Overview

A Study of Ponatinib Versus Imatinib in Adults With Acute Lymphoblastic Leukemia

Status:
Recruiting

Trial end date:
2027-07-31

Target enrollment:
0

Participant gender:
All

Summary

In this study, adults with newly-diagnosed Philadelphia Chromosome-positive acute lymphoblastic leukemia (Ph+ ALL) will receive first-line therapy of ponatinib or imatinib. The main aim of this study is to compare the number of participants on each treatment that show no signs of disease. Participants will take tablets of either ponatinib or imatinib at the same time each day combined with reduced-intensity chemotherapy for up to 20 months. Then, they will continue with single-agent therapy (ponatinib or imatinib) until they meet the discontinuation criteria from the study.

Phase:

Phase 3

Accepts Healthy Volunteers?

Details

Lead Sponsor:

Millennium Pharmaceuticals, Inc.
Takeda

Treatments:

BB 1101
Cytarabine
Dexamethasone
Dexamethasone acetate
Imatinib Mesylate
Methotrexate
Ponatinib
Prednisone
Vincristine

Criteria

Inclusion Criteria:

1. Newly diagnosed Philadelphia chromosome-positive (Ph+) or BCR-ABL1-positive ALL, as
defined by the 2017 national comprehensive cancer network (NCCN) guidelines.

2. Eastern Cooperative Oncology Group (ECOG) performance status of <=2.

Exclusion Criteria:

1. With a history or current diagnosis of chronic phase, accelerated phase, or blast
phase chronic myeloid leukemia (CML).

2. Prior/current treatment with any systemic anticancer therapy (including but not
limited to any tyrosine kinase inhibitor [TKI]) and/or radiotherapy for ALL, with the
exception of an optional prephase therapy or chemotherapy induction (no more than 1
cycle), which should be discussed with the sponsor's medical monitor/designee.

3. Currently taking drugs that are known to have a risk of causing prolonged corrected QT
(QTc) or torsades de pointes (TdP) (unless these can be changed to acceptable
alternatives or discontinued).

4. Taking any medications or herbal supplements that are known to be strong inhibitors or
strong inducers of cytochrome P450 (CYP)3A4 within at least 14 days before the first
dose of study drug.

5. Uncontrolled active serious infection that could, in the investigator's opinion,
potentially interfere with the completion of treatment according to this protocol.

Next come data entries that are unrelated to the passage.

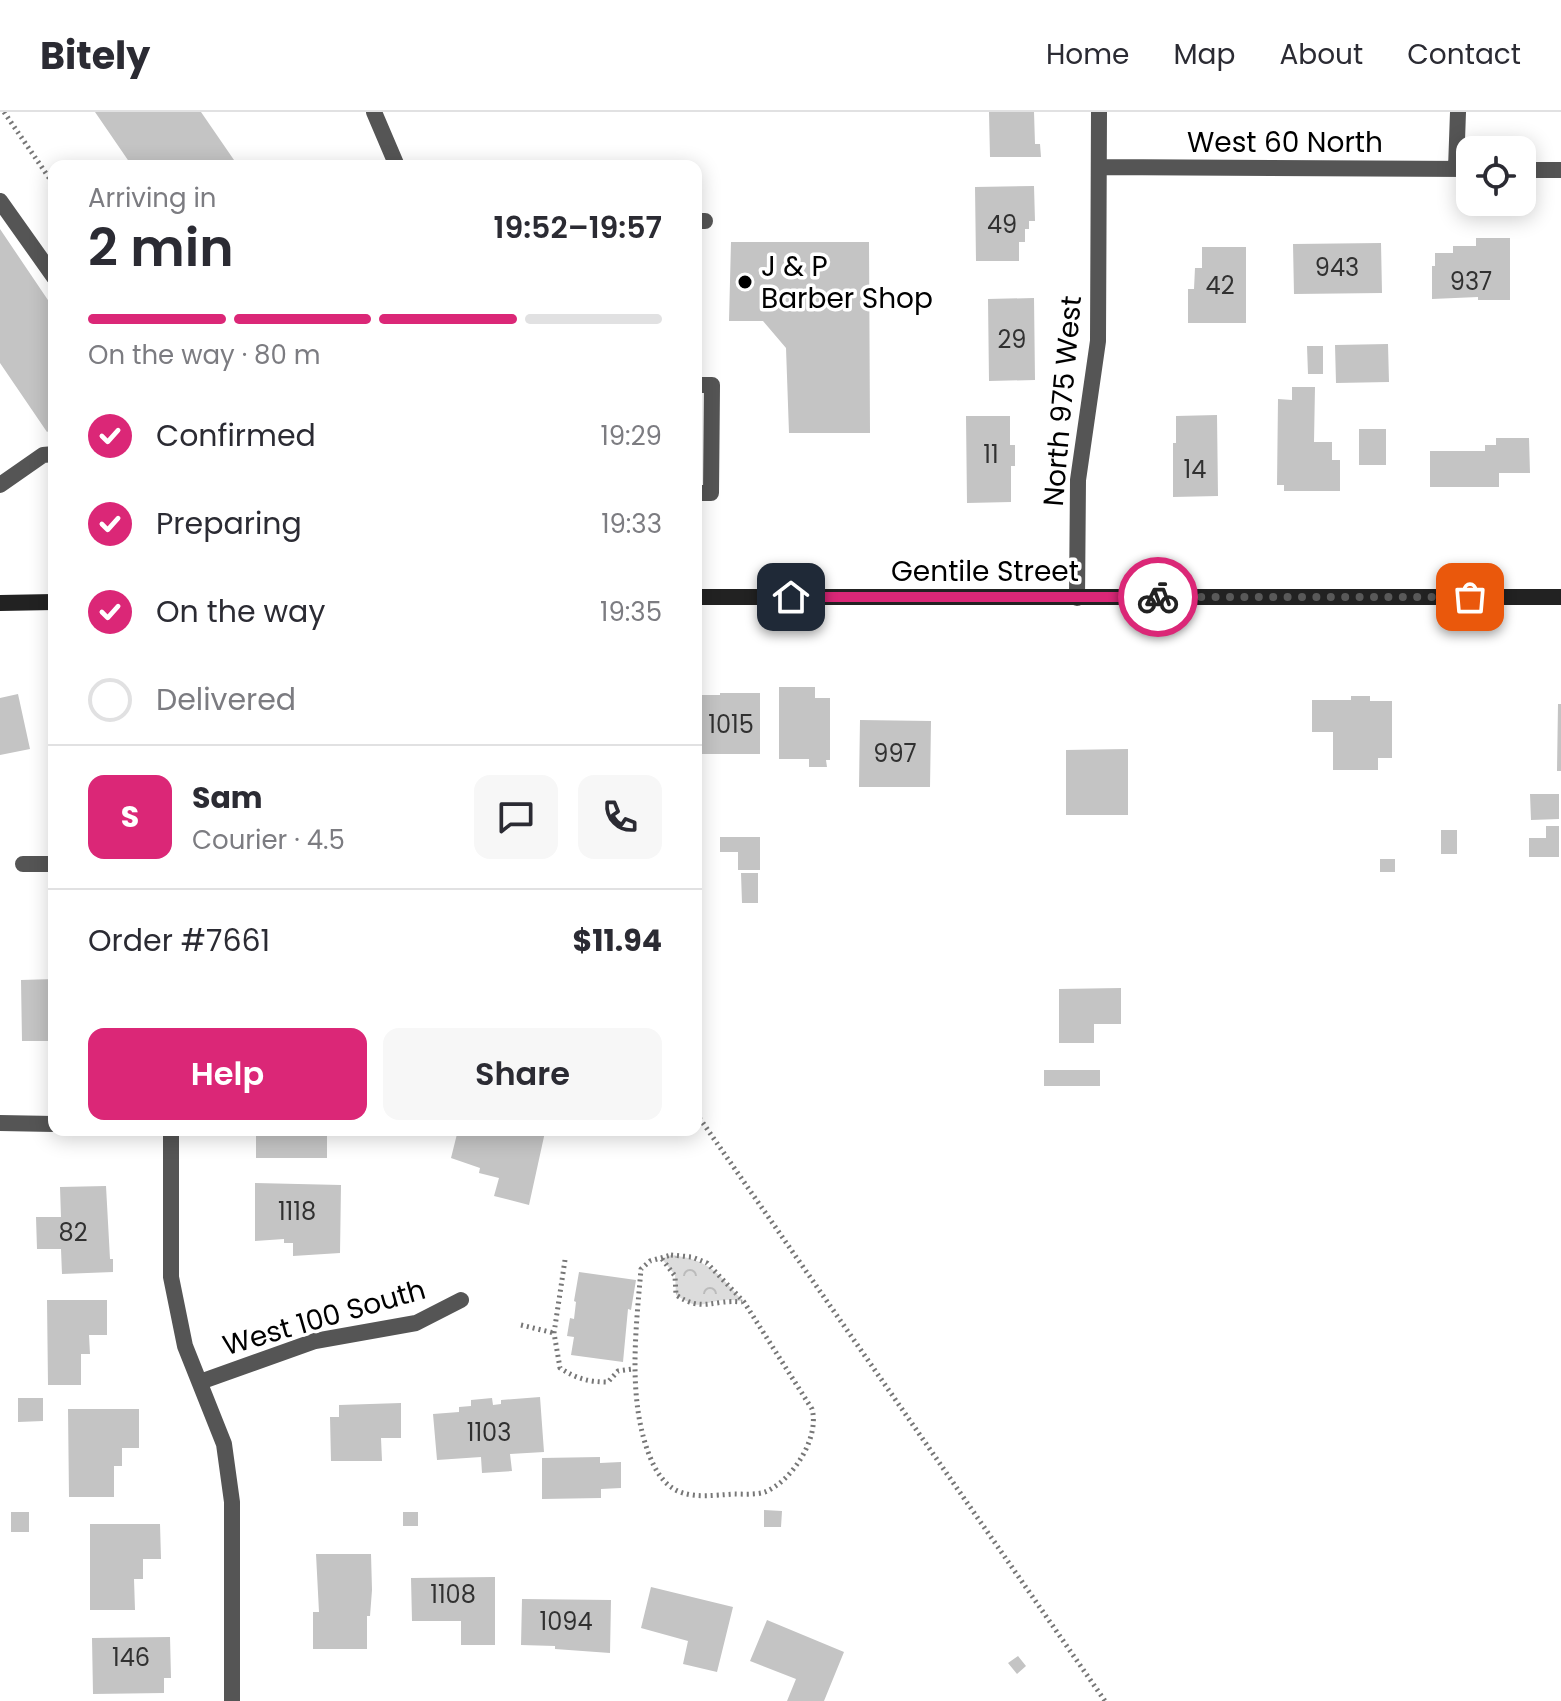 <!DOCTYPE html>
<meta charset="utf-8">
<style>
body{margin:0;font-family:Poppins,sans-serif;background:#f7f7f7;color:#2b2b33;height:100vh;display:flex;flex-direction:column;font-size:30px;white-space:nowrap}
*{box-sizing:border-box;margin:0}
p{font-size:26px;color:#7c7c81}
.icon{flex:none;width:44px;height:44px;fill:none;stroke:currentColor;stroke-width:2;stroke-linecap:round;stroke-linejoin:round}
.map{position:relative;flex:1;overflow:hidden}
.side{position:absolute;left:48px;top:48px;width:654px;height:976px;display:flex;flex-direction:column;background:#fff;border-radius:16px;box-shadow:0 4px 20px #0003}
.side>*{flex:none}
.tools{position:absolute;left:1456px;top:24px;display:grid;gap:16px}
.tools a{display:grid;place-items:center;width:80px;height:80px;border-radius:16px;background:#fff;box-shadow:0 4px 20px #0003;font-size:40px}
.pin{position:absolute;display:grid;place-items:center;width:68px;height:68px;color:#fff;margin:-34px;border-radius:16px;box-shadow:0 4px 12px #0006}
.courier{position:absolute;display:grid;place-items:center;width:80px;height:80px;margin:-40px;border:6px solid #db2777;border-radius:50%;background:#fff;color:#222;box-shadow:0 2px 10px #0007}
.summary em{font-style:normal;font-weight:600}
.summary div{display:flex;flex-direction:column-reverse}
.summary{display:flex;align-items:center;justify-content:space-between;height:136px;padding:0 40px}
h1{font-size:52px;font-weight:600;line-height:60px}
.bar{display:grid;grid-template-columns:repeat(4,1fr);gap:12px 8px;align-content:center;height:96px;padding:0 40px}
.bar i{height:10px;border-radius:6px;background:#e1e1e2}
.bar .current{background:#db2777}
.bar p{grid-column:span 4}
.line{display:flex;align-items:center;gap:20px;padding:0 40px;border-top:2px solid #e1e1e2}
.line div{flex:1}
.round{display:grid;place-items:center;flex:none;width:84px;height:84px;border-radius:16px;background:#f7f7f7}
ol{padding:0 40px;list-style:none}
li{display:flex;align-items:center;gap:24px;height:88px}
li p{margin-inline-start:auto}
li .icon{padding:8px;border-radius:50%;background:#db2777;color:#fff;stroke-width:4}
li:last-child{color:#7c7c81}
li i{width:44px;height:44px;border:4px solid #e1e1e2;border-radius:50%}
.primary-button{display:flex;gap:16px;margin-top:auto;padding:16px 40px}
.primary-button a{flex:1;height:92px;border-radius:16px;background:#db2777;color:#fff;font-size:32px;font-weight:600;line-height:92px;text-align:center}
.primary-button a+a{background:#f7f7f7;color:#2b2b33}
header{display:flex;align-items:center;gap:48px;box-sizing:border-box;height:112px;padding:0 40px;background:#fff;border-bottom:2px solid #e1e1e2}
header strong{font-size:38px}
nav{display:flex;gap:44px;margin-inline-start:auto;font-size:28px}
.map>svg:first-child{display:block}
</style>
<header>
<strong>Bitely</strong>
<nav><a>Home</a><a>Map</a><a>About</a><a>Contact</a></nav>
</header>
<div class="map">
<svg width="1561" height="1589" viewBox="0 0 1561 1589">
<defs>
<pattern id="forest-crowns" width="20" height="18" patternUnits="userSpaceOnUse" patternTransform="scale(2)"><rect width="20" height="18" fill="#dcdcdc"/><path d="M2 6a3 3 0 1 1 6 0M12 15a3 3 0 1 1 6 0" fill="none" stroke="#bbb"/></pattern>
</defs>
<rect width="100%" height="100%" fill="#fff"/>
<path fill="url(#forest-crowns)" d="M671 1143C712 1148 717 1162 744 1190 738 1189 731 1187 725 1188 699 1190 702 1200 676 1183L675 1163 662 1147Z"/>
<path fill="#c4c4c4" d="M95 0H201L234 48 225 54H132Z
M989 0H1034L1035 32H1040L1041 45H990Z
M1034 74 1035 109H1029V117H1025V130H1019V149H976L975 75Z
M0 117 54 197V315L47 320 0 251Z
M1476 126H1510V188H1478V185L1432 187V154H1435V141H1453V134H1476Z
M731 130H869L870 321H789L786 236 763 209H729Z
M1381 131 1382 181 1294 182 1293 132Z
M1202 135H1246V211H1188V177H1194L1195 156H1202Z
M1034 186 1035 268 989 269 988 187Z
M1388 232 1389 270 1336 271 1335 233Z
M1307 234H1323V262H1308Z
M1292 275H1315L1314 330H1332V348H1340V379H1284V373H1277L1278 287 1292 288Z
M1217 303 1218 384 1173 385V331H1176V304Z
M966 304H1010V333H1015V354H1011V390L967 391Z
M1359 317H1386V353H1359Z
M1496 326H1529L1530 361H1499V375H1430V339H1485V333H1496Z
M779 575H815V586H830V648H826L827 655H809V647H779Z
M720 581H760V642H701V583H720Z
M18 582 30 637 0 643V586Z
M1351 584H1370V589H1392V646H1378V658H1333V620H1312V588H1351Z
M1558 592H1561V659H1557Z
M860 608 931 609 930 675H859Z
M1128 637V703H1066V638Z
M1530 682H1559V707L1531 708Z
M1546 714H1559V745H1529V726H1546Z
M1441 718H1457V742H1441Z
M720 725H760V758H738V740H720Z
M1380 747H1395V760H1380Z
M741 761H758V791H742Z
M54 867V929H22L21 868Z
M1121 876V912H1094V931H1059V877Z
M1044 958H1100V974H1044Z
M256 1018H327V1046H256Z
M458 1018 545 1020 529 1093 494 1084 499 1066 479 1061 480 1056 451 1046Z
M255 1071 341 1073 340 1141 293 1144V1131H284V1127L255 1129Z
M106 1074 110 1147H113V1160L62 1162 61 1137H37L36 1105H61L60 1075Z
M579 1160 636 1168 631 1198 628 1197 623 1250 571 1243 574 1225 567 1224 570 1206 574 1207 576 1190 574 1189Z
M47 1188H107V1223H89L90 1242H81V1273H48Z
M540 1285 544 1340 510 1342 512 1359 482 1361 481 1345 437 1348 433 1302 459 1300V1295L471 1294V1288L492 1286 493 1293 501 1292V1288Z
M18 1286H43V1309L18 1310Z
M401 1291V1326H381L382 1349H331L330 1305H339V1293Z
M68 1297H139V1336H122V1354H114V1385H69Z
M600 1345V1351L621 1350V1376L601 1377V1386L542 1387V1346Z
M764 1398 782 1399 781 1415H764Z
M11 1400H29V1420H11Z
M403 1400H418V1414H403Z
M90 1412H160L161 1447H143V1467H134L135 1498H90Z
M316 1442H371L372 1478 370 1504H367V1537H313V1500H319Z
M495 1465V1533H461V1509H412L411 1466Z
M651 1475 733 1495 717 1560 683 1552 688 1529 641 1516Z
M522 1487 611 1488 610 1541 555 1537V1534L521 1533Z
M767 1508 844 1540 824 1589H787L796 1567 750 1549Z
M170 1525 171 1566H164V1581L93 1582 92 1526Z
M1018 1544 1026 1554 1017 1562 1008 1551Z"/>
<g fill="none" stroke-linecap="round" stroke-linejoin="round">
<path stroke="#777" stroke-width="5" stroke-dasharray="2 4" stroke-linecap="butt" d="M4 0 54 73
M696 1001 1105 1589
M671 1143 692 1145 707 1151 744 1190 812 1297C820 1326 792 1369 765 1380 756 1383 743 1382 734 1382 693 1385 668 1389 650 1345 627 1288 636 1217 641 1157L650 1149Z
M662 1147 675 1164 676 1183C703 1201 712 1187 742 1190
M565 1148 554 1221 560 1256C577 1267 589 1270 608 1270L618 1259 633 1257
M521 1213 554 1221"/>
<path stroke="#555" stroke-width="16" d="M0 89 54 165
M696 109H705
M696 273H712L711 381H696
M0 373 43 343 54 342"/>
<path stroke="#555" stroke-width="16" d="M1099 55 1470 57
M1456 57 1458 0
M1522 58H1561
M1077 486 1078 368 1098 229 1099 0
M23 752H54
M0 1011 54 1012
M171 1018V1165L185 1234 224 1332 232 1390V1589
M200 1270 315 1229 416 1211 461 1188"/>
<path stroke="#555" stroke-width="16" d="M374 0 397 54"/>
<path stroke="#222" stroke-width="16" d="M696 485H1561
M0 491 54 490"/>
</g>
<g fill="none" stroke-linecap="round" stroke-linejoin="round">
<path stroke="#595959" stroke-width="8" stroke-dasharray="0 14.4" d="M1158 485H1470"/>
<path stroke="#db2777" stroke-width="10" d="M791 485H1158"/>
</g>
<circle fill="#000" stroke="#fff" stroke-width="3" cx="745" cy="170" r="8"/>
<g text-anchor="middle" stroke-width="7" stroke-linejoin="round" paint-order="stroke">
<g font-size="24" fill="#313131">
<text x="1002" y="121">49</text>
<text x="1337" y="164">943</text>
<text x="1471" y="178">937</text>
<text x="1220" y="182">42</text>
<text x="1012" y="236">29</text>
<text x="991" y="351">11</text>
<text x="1195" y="366">14</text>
<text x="731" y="621">1015</text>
<text x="895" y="650">997</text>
<text x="297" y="1108">1118</text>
<text x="73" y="1129">82</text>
<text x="489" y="1329">1103</text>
<text x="453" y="1491">1108</text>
<text x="566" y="1518">1094</text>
<text x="131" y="1554">146</text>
</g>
<g font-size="28" fill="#000" stroke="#fff">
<text x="1285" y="40">West 60 North</text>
<text transform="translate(1062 289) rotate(-85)" y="10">North 975 West</text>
<text x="985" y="469">Gentile Street</text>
<text transform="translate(324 1205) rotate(-16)" y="10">West 100 South</text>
</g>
<g font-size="28" fill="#000" stroke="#fff" text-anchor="start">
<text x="761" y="164">J &amp; P<tspan x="761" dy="32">Barber Shop</tspan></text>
</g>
</g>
</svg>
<div class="tools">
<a><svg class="icon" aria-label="locate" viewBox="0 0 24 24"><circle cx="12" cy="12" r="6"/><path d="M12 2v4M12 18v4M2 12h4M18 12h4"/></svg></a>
</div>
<div class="pin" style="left:1470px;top:485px;background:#ea580c"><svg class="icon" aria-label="bag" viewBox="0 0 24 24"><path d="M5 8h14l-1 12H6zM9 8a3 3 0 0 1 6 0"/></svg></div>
<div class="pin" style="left:791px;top:485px;background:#1f2937"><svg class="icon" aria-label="home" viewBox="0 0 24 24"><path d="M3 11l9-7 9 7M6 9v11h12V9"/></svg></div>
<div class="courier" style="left:1158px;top:485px"><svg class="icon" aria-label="bike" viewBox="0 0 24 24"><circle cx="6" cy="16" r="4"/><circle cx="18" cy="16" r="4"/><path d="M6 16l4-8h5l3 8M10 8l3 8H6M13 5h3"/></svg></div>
<section class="side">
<div class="summary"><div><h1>2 min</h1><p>Arriving in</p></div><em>19:52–19:57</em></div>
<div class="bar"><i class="current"></i><i class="current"></i><i class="current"></i><i></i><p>On the way · 80 m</p></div>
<ol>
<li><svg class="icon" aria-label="check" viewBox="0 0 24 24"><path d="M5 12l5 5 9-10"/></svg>Confirmed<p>19:29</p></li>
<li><svg class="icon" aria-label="check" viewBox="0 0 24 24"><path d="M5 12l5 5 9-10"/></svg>Preparing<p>19:33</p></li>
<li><svg class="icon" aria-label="check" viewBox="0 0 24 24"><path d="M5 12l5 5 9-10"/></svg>On the way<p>19:35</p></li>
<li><i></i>Delivered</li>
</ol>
<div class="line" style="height:144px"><b class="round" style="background:#db2777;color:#fff">S</b><div><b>Sam</b><p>Courier · 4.5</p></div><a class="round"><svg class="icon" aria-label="chat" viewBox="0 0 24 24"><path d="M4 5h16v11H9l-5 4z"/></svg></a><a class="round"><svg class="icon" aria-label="phone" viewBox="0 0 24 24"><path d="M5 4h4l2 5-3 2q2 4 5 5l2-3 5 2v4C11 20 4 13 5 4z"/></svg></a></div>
<div class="line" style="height:104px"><div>Order #7661</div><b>$11.94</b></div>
<div class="primary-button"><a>Help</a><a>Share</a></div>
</section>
</div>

6. Major surgery within 28 days before randomization (minor surgical procedures such as
catheter placement or BM biopsy are not exclusionary criteria).

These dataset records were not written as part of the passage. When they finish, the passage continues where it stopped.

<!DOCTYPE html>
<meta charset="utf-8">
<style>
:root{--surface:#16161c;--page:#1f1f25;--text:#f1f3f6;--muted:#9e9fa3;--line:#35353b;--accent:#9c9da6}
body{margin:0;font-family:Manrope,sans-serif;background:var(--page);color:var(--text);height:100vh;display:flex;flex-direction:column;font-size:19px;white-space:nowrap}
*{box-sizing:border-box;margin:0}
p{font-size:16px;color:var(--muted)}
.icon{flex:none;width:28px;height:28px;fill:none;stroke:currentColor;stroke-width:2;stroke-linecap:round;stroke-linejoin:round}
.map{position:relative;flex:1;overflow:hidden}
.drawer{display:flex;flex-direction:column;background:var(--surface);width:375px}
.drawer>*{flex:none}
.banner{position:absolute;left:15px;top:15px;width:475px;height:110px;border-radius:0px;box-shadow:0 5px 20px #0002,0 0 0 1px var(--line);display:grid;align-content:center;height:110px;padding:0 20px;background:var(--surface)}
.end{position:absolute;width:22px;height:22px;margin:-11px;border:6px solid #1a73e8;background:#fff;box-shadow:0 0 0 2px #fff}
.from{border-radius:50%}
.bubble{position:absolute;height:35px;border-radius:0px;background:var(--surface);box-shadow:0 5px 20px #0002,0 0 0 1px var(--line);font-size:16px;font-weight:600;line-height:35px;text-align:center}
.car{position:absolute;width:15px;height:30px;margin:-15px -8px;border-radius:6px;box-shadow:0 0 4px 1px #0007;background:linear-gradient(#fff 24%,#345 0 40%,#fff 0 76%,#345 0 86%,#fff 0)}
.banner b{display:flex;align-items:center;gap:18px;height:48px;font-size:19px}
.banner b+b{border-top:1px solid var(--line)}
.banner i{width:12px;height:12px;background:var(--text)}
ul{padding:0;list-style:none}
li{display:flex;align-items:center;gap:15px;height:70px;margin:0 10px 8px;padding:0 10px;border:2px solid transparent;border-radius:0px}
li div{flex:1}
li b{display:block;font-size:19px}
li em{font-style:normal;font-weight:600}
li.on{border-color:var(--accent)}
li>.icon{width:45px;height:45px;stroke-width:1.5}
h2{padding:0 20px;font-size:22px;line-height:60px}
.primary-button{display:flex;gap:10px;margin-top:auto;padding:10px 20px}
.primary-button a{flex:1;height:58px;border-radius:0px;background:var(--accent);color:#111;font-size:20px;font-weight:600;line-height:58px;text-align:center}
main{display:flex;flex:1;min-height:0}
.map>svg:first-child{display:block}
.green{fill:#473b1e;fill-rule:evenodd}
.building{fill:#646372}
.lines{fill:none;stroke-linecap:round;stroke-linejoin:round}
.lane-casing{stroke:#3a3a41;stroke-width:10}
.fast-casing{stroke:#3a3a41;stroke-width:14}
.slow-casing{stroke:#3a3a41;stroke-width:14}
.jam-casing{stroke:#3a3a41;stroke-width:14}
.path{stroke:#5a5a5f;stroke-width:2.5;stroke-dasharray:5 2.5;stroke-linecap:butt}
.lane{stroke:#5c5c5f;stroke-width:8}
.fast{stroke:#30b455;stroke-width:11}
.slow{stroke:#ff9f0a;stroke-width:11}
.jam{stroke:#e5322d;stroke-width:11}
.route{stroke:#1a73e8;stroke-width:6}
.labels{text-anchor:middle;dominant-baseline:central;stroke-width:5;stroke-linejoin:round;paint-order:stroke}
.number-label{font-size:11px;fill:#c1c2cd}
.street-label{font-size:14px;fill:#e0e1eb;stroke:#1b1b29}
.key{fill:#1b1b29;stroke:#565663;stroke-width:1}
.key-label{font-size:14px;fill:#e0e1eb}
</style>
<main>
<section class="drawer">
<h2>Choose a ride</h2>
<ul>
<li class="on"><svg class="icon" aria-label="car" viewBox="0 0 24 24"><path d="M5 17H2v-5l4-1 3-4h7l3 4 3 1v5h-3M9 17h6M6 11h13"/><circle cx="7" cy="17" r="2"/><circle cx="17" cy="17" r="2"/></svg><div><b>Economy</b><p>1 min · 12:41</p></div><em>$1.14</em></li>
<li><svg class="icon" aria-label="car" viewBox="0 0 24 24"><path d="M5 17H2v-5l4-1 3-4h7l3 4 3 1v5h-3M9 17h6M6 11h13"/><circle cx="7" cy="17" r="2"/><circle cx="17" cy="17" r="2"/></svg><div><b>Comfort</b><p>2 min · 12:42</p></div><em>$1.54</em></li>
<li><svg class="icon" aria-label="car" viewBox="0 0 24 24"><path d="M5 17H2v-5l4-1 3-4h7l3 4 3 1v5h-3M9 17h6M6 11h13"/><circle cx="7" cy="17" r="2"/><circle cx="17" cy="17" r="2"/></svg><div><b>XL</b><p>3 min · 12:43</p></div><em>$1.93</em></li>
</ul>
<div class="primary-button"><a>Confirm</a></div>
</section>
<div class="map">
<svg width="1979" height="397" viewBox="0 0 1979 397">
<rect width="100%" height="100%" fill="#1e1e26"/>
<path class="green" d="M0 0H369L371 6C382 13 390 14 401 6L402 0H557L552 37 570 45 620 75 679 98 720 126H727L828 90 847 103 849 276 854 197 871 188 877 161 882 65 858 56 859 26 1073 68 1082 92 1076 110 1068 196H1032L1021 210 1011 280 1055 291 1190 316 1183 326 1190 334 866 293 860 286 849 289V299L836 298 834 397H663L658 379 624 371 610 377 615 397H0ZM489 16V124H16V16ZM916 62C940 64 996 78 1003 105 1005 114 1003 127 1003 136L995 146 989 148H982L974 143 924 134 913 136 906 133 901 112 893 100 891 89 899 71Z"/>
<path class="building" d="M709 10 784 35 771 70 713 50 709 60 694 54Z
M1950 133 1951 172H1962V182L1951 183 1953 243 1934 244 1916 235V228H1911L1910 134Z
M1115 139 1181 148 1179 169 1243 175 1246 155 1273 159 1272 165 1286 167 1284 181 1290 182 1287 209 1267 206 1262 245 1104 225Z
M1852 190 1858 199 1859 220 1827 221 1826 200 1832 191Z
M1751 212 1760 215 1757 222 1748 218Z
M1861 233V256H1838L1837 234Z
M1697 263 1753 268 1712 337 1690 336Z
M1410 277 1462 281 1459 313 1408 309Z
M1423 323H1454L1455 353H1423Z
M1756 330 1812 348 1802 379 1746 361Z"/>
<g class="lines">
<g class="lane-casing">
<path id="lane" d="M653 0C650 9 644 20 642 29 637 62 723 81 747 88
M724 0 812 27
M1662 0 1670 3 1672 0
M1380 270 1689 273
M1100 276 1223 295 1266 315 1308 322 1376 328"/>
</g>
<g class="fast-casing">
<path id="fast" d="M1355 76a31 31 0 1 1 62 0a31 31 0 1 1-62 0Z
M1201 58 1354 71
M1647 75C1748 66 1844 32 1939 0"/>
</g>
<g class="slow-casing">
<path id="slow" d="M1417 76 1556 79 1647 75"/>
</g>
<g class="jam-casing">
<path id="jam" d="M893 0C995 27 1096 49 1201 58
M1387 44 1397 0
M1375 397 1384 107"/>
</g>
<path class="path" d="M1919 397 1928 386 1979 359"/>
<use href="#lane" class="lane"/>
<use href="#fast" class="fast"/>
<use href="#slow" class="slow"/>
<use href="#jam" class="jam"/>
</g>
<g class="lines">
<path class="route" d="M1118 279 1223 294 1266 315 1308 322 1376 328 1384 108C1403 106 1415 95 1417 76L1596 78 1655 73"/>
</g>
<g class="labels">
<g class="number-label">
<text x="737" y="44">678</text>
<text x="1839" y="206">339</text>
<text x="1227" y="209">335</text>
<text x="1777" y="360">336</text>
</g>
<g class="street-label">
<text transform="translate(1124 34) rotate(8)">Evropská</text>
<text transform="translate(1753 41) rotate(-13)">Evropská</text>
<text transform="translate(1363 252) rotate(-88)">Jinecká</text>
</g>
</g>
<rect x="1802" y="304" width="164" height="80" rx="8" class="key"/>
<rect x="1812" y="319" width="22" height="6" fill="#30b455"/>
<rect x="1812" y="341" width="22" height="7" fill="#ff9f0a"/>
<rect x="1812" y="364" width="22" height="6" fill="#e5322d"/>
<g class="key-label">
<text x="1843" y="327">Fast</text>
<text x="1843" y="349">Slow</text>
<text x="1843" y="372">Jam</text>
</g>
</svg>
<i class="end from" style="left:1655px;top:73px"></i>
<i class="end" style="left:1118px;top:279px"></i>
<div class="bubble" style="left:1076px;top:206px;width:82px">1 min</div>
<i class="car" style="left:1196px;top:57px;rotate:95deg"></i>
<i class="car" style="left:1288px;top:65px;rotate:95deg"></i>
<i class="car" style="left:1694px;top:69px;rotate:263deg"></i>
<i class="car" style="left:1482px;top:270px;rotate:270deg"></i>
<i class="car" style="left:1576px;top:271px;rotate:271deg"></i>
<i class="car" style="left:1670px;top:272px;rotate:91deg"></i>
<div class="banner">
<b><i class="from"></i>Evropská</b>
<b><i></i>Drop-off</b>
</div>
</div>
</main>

7. Known human immunodeficiency virus (HIV) seropositivity, known active hepatitis B or C
infection.

8. History of acute pancreatitis within 1 year of study screening or history of chronic
pancreatitis.

9. Uncontrolled hypertriglyceridemia (triglycerides >450 milligram per deciliter
[mg/dL]).

10. Diagnosed and treated for another malignancy within 5 years before randomization or
previously diagnosed with another malignancy and have any evidence of residual
disease. Participants with nonmelanoma skin cancer or carcinoma in situ of any type
are not excluded if they have undergone complete resection.

11. History or presence of clinically relevant CNS pathology such as epilepsy, childhood
or adult seizure, paresis, aphasia, stroke, severe brain injuries, dementia,
Parkinson's disease, cerebellar disease, organic brain syndrome, or psychosis.

12. Clinical manifestations of CNS or extramedullary involvement with ALL other than
lymphadenopathy or hepatosplenomegaly.

13. Autoimmune disease with potential CNS involvement.

14. Known significant neuropathy of Grade >=2 severity.

15. Clinically significant, uncontrolled, or active cardiovascular, cerebrovascular, or
peripheral vascular disease, or history of or active venous thrombotic/embolic event
(VTE) disease.

16. Have a significant bleeding disorder unrelated to ALL.